In summary, H7N9 virus RT-LAMP assays were developed and validated in this study for the detection of the H7N9 influenza virus with high sensitivity and specificity. The RT-LAMP assays required minimal laboratory equipment and could detect different sources of H7N9 influenza viruses. Moreover, compared with the requirements that are associated with RT-PCR and with virus isolation procedures, H7N9 virus RT-LAMP assays were significantly more rapid. Obtaining results within 2 h (including the extraction of RNA) is important for the rapid detection of the H7N9 influenza virus infection; thus, the present methods may be useful for the rapid detection of humans or animals that have been infected by the H7N9 influenza virus. Although FAO recommended that the diagnostic method for the H7N9 virus was the real-time RT-PCR (rRT-PCR) assay (http://www.who.int/influenza/gisrs_laboratory/cnic_realtime_rt_pcr_protocol_a_h7n9.pdf) , rRT-PCR requires an expensive machine system and experienced laboratory workers. We hope that this new, effective, and rapid diagnostic method will contribute to the control of the H7N9 influenza virus infection.

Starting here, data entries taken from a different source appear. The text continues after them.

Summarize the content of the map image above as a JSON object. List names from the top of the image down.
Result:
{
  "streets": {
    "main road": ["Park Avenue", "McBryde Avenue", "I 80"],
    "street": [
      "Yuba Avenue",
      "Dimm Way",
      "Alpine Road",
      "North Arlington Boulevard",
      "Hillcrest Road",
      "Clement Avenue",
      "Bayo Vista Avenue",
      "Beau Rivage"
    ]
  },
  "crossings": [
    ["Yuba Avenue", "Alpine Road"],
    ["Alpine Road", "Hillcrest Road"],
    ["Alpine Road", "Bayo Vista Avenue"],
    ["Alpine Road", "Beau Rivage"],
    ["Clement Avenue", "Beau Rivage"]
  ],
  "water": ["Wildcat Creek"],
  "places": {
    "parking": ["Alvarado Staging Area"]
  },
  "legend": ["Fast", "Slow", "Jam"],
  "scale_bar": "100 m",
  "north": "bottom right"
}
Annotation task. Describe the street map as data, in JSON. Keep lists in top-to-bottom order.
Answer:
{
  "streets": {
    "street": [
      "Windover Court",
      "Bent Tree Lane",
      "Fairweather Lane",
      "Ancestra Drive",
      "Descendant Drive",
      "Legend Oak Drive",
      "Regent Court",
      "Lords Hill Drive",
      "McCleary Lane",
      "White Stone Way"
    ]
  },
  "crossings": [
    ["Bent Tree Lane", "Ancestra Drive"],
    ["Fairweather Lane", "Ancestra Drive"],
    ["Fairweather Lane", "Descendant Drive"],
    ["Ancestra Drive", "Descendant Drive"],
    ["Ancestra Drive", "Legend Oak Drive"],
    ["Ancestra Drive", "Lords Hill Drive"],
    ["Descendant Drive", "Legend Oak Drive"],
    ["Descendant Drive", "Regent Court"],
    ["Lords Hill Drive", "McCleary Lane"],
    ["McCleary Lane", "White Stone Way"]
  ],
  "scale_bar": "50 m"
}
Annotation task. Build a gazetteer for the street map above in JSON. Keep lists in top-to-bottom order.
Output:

The specific, sensitive, and quick RT-LAMP methods were developed for H7N9 influenza virus detection. The RT-LAMP methods can detect the H7N9 virus from different resource samples (isolated from humans, chickens, pigeons, and the environment) in less than 30 min with high sensitivity and specificity. The RT-LAMP methods will contribute to the control of the H7N9 influenza virus infection.
Conflict of Interests
The authors declare that there is no conflict of interests regarding the publication of this paper.
This study was supported by Key Special Fund for Agro-scientific Research in the Public Interest (200903055) and the 12th five-year plan of national science and technology for the rural areas (2012AA101303).